The second SNP, rs58389158, is an imputed indel at 22q13.1, b37 position 38,128,283 (GERA non-Hispanic white OR = 1.132, p = 1.8x10-9, frequency of the risk allele = 0.421, zoomed in plot of locus in Fig 3B), in an intron of the long form of TRIOBP (Table 2). The signal initially appeared to be driven by one genotyped SNP, rs5750477 (p = 1.8x10-8), with a lower CR = 90.8%, and r2 = 0.77 with rs58389158. Although the CR was low, genotype cluster plots of the SNP showed well separated clusters with only modest overlap. However, to ensure the association was not driven by genotyping artifacts, we removed rs5750477 from the analysis and re-imputed rs58389158. The SNP did not impute quite as well as previously (r2 = 0.75 as opposed to r2 = 0.90 with the SNP), and had a slightly less significant p-value (p = 1.0x10-7), which likely reflects reduced power due to poorer imputation accuracy. Although the SNP did not show evidence of association in the replication meta-analysis of the GERA Latinos, East Asians, and African Americans (OR = 1.041, p = 0.22), the effect was in the same direction. In addition, the SNP association was replicated in the UK Biobank data (OR = 1.036, p = 0.00021), and was strongly associated with transformed SRT (β = 0.090, p = 1.9x10-6). For SDS, the SNP effect was in the same direction but not statistically significant (β = 0.009, p = 0.30).
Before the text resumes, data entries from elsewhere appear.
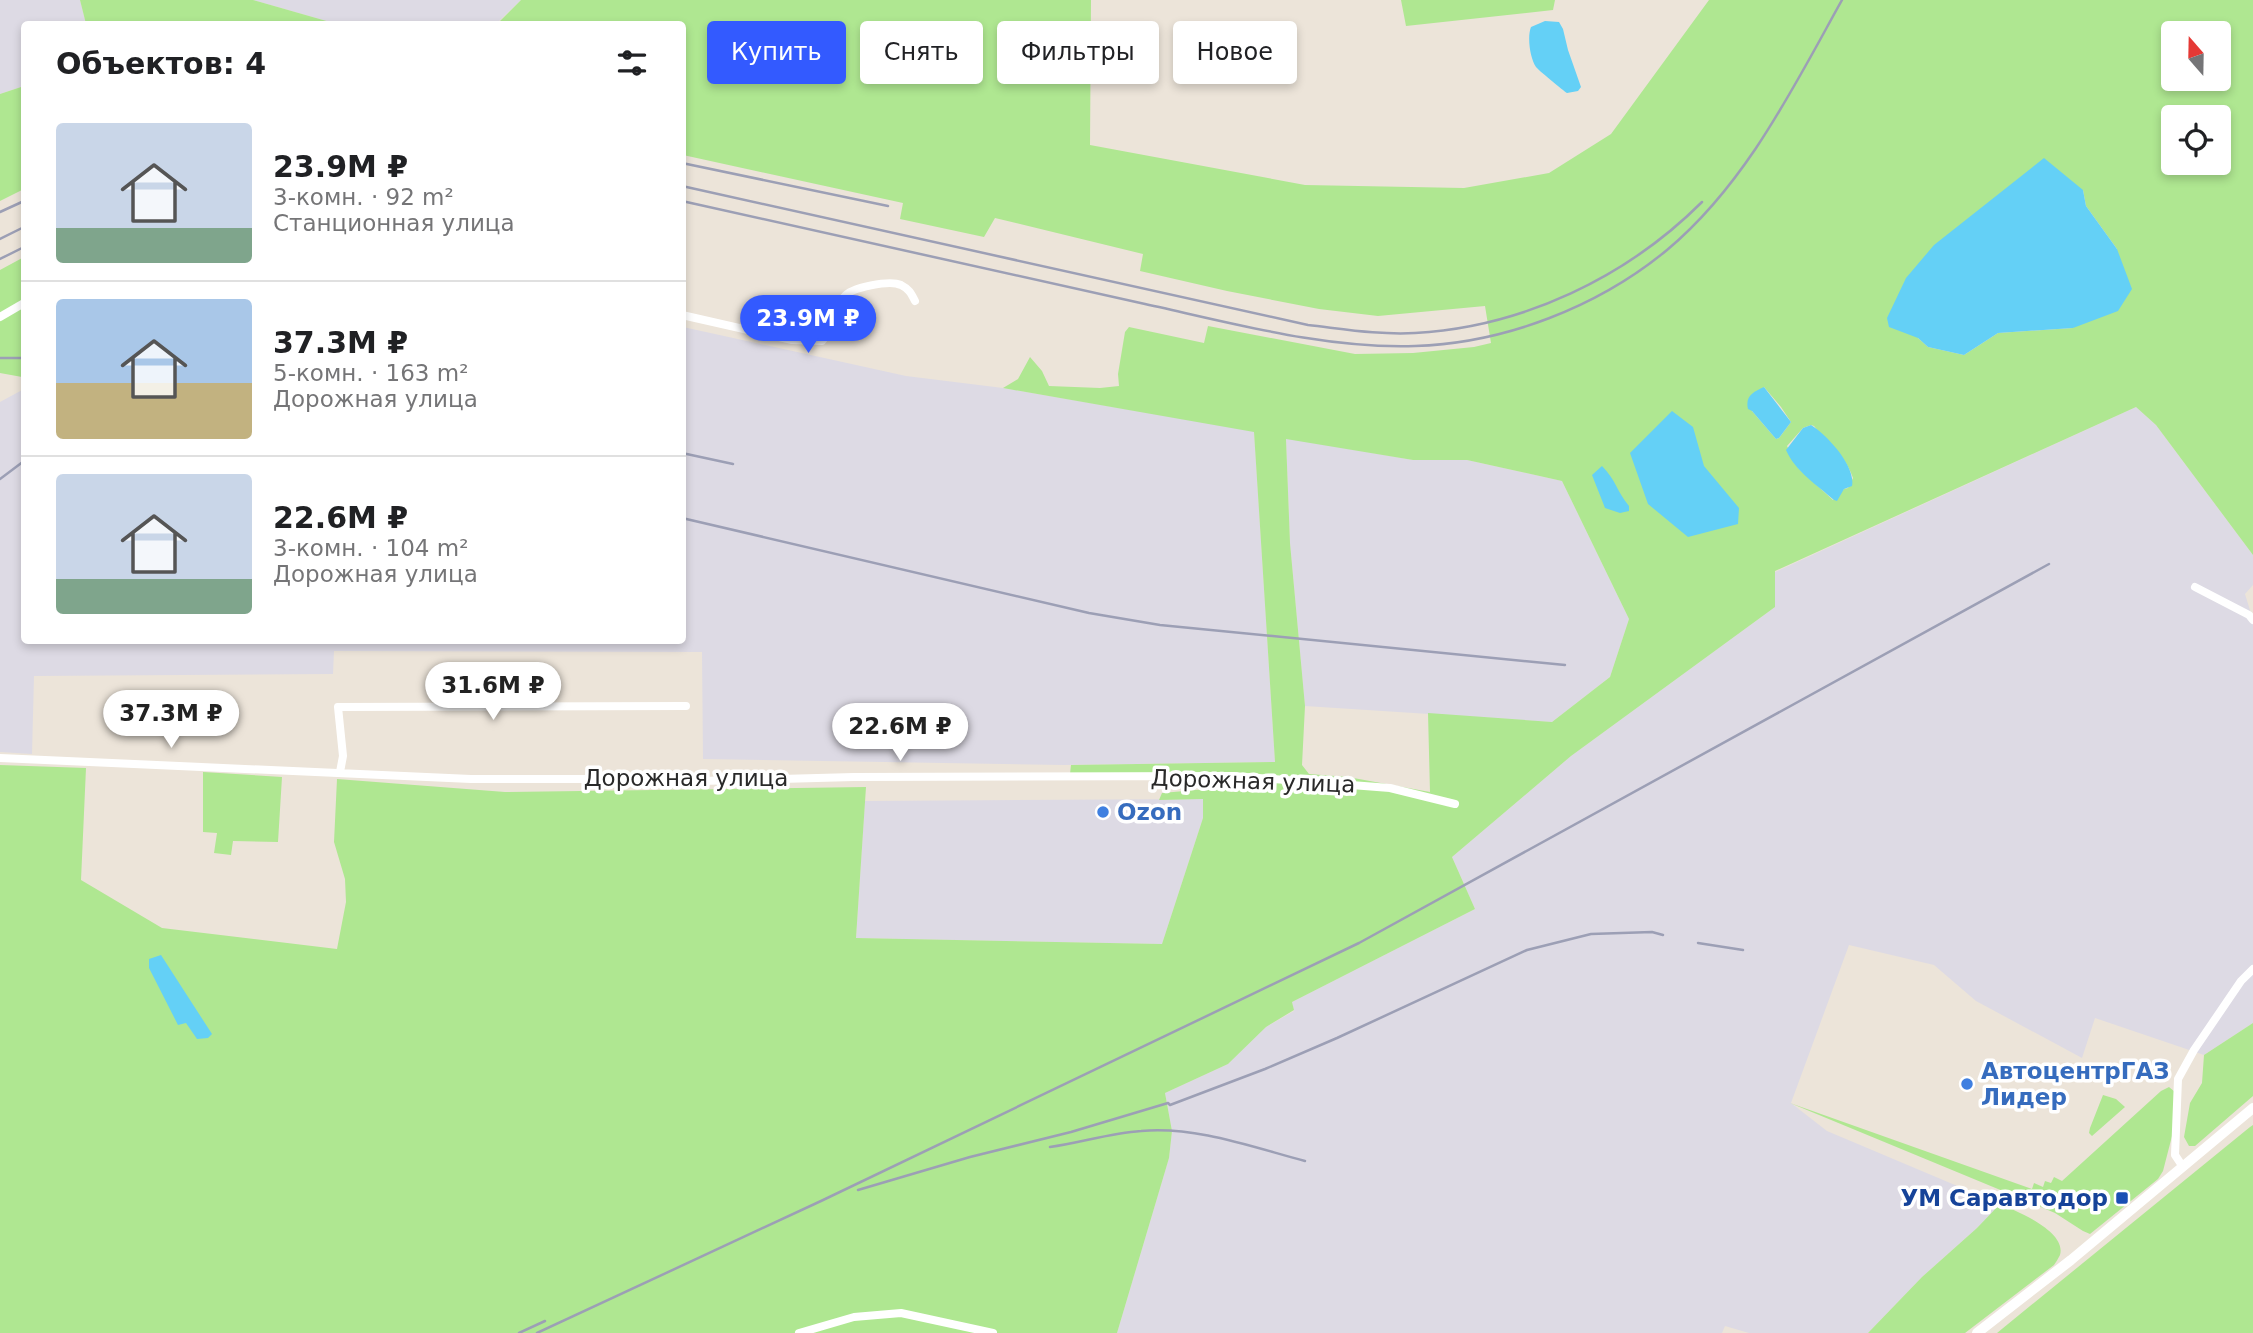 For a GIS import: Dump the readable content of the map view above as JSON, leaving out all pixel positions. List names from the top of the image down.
{
  "streets": {
    "street": ["Дорожная улица"]
  },
  "places": {
    "other": ["Ozon", "АвтоцентрГАЗ Лидер"],
    "transit": ["УМ Саравтодор"]
  },
  "north": "top",
  "page": {
    "chip": [
      "Купить",
      "Снять",
      "Фильтры",
      "Новое"
    ],
    "heading": "Объектов: 4",
    "list": [
      {
        "name": "23.9M ₽",
        "note": "3-комн. · 92 m² · Станционная улица"
      },
      {
        "name": "37.3M ₽",
        "note": "5-комн. · 163 m² · Дорожная улица"
      },
      {
        "name": "22.6M ₽",
        "note": "3-комн. · 104 m² · Дорожная улица"
      }
    ],
    "price": [
      "23.9M ₽",
      "31.6M ₽",
      "37.3M ₽",
      "22.6M ₽"
    ]
  }
} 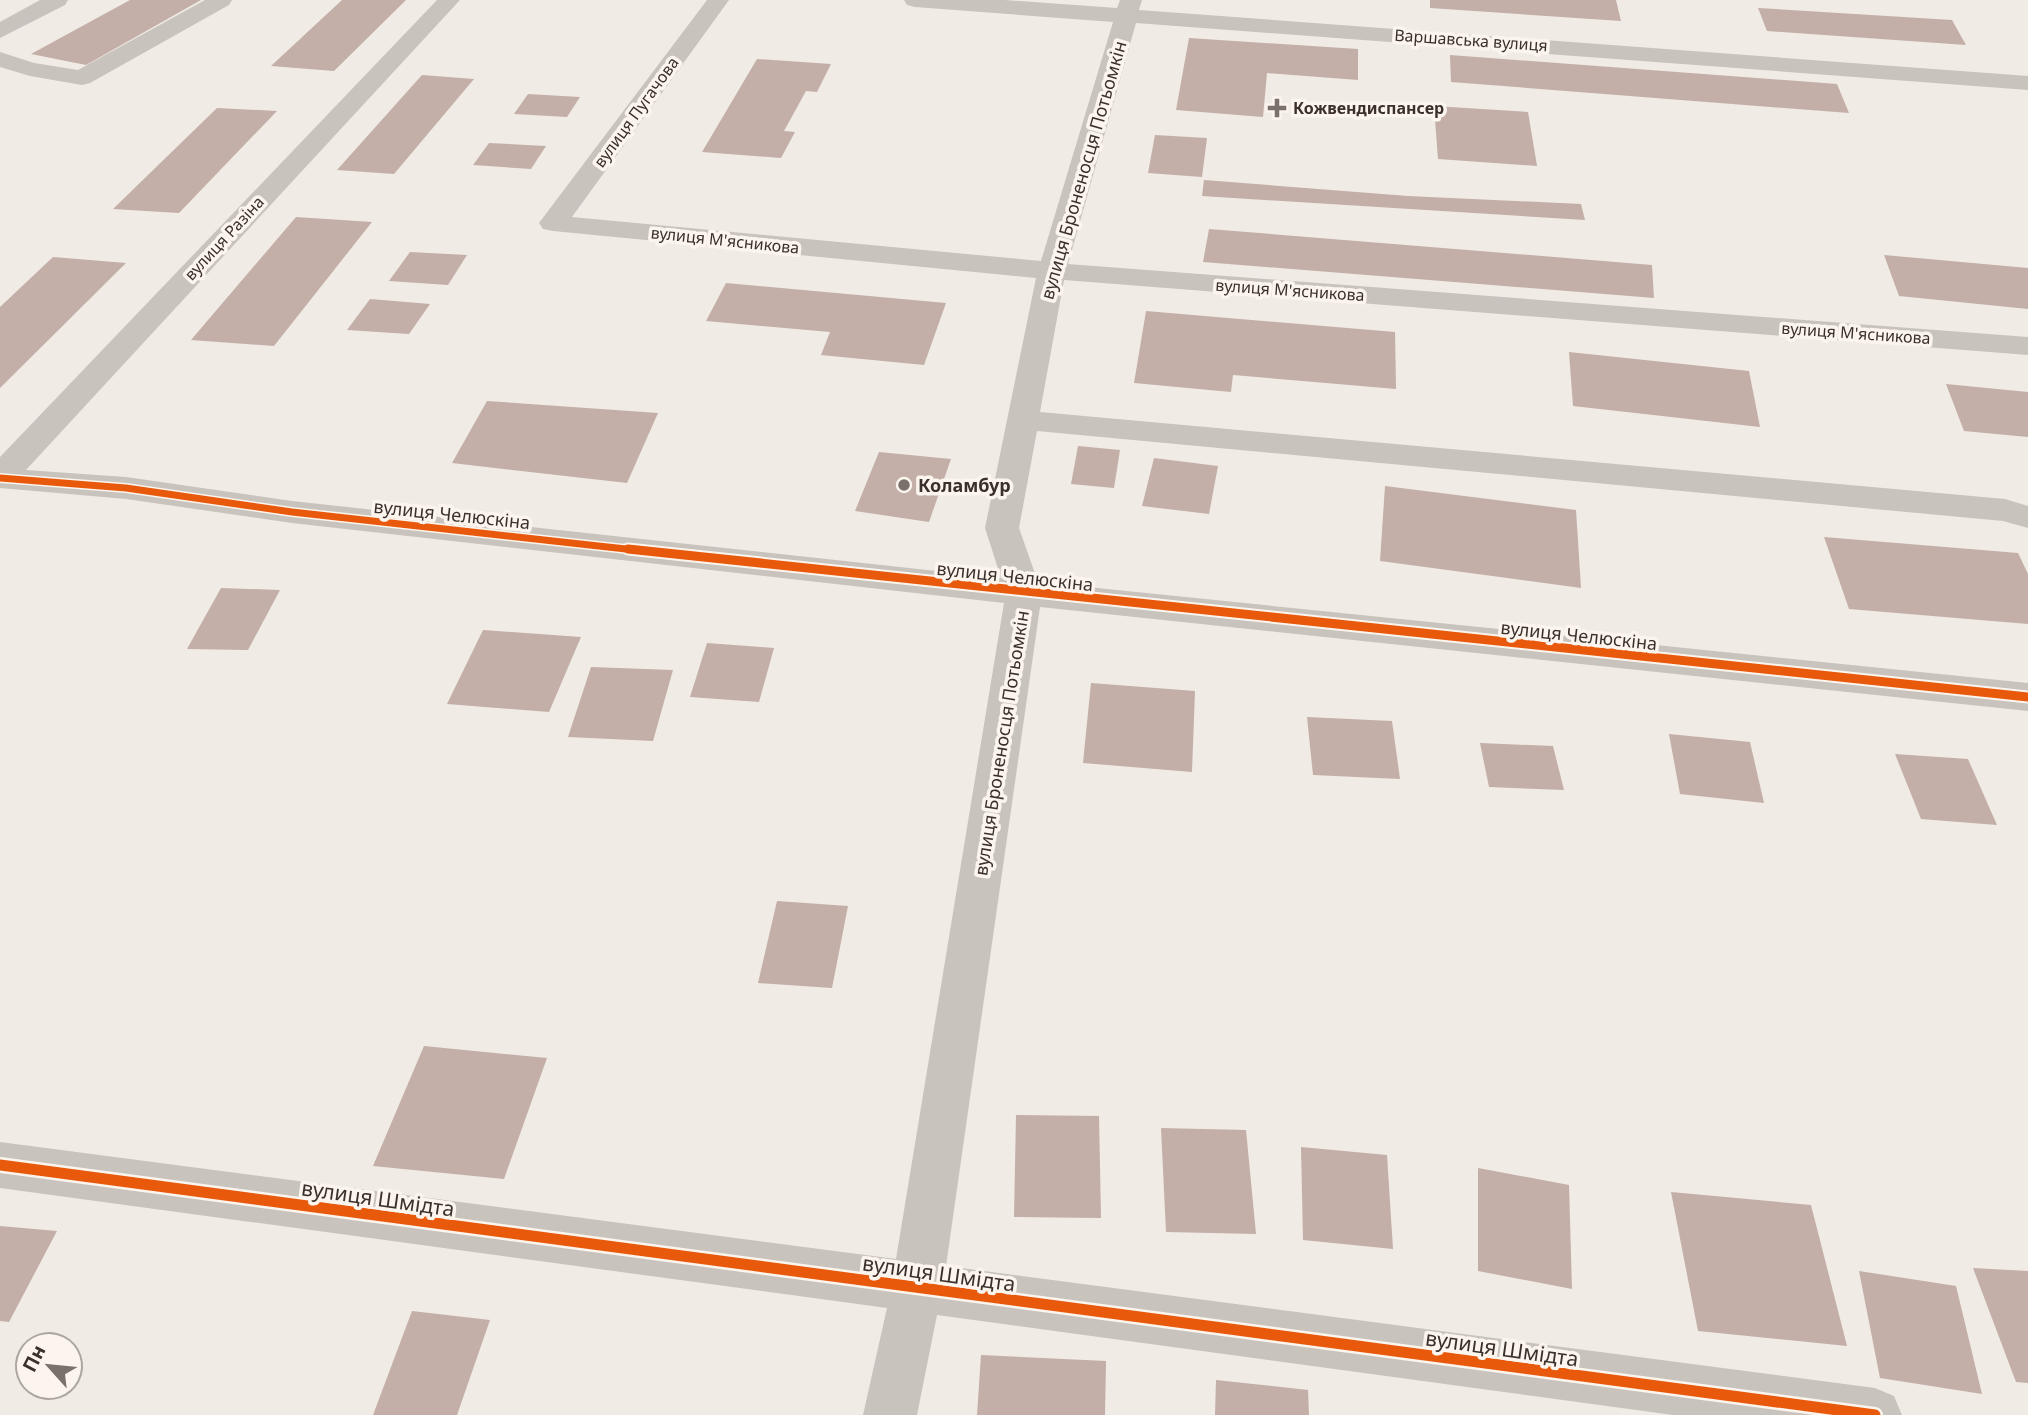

We also looked for a sex difference in the OR of ARHI with the top SNPs in the GERA non-Hispanic whites. There was no significant evidence of heterogeneity (rs4932196 I2 = 55.4, p = 0.13; rs58389158 I2 = 66.9, p = 0.082) between males and females (rs4932196 ORmale = 1.143, ORfemale = 1.234; rs58389159 ORmale = 1.166, ORfemale = 1.085). Also, no additional loci were identified in sex-specific GWAS analyses. Finally, no additional SNPs at the two novel loci were discovered in a conditional analysis including the top two SNPs.
Testing previously reported ARHI associations
We tested 58 previously reported sub-genome-wide significant SNPs [3,14–16] for replication in GERA non-Hispanic whites. No SNP reached a Bonferroni corrected threshold of 0.00086, with only three SNPs being of marginal significance 0.01<p<0.05 (S1 Table).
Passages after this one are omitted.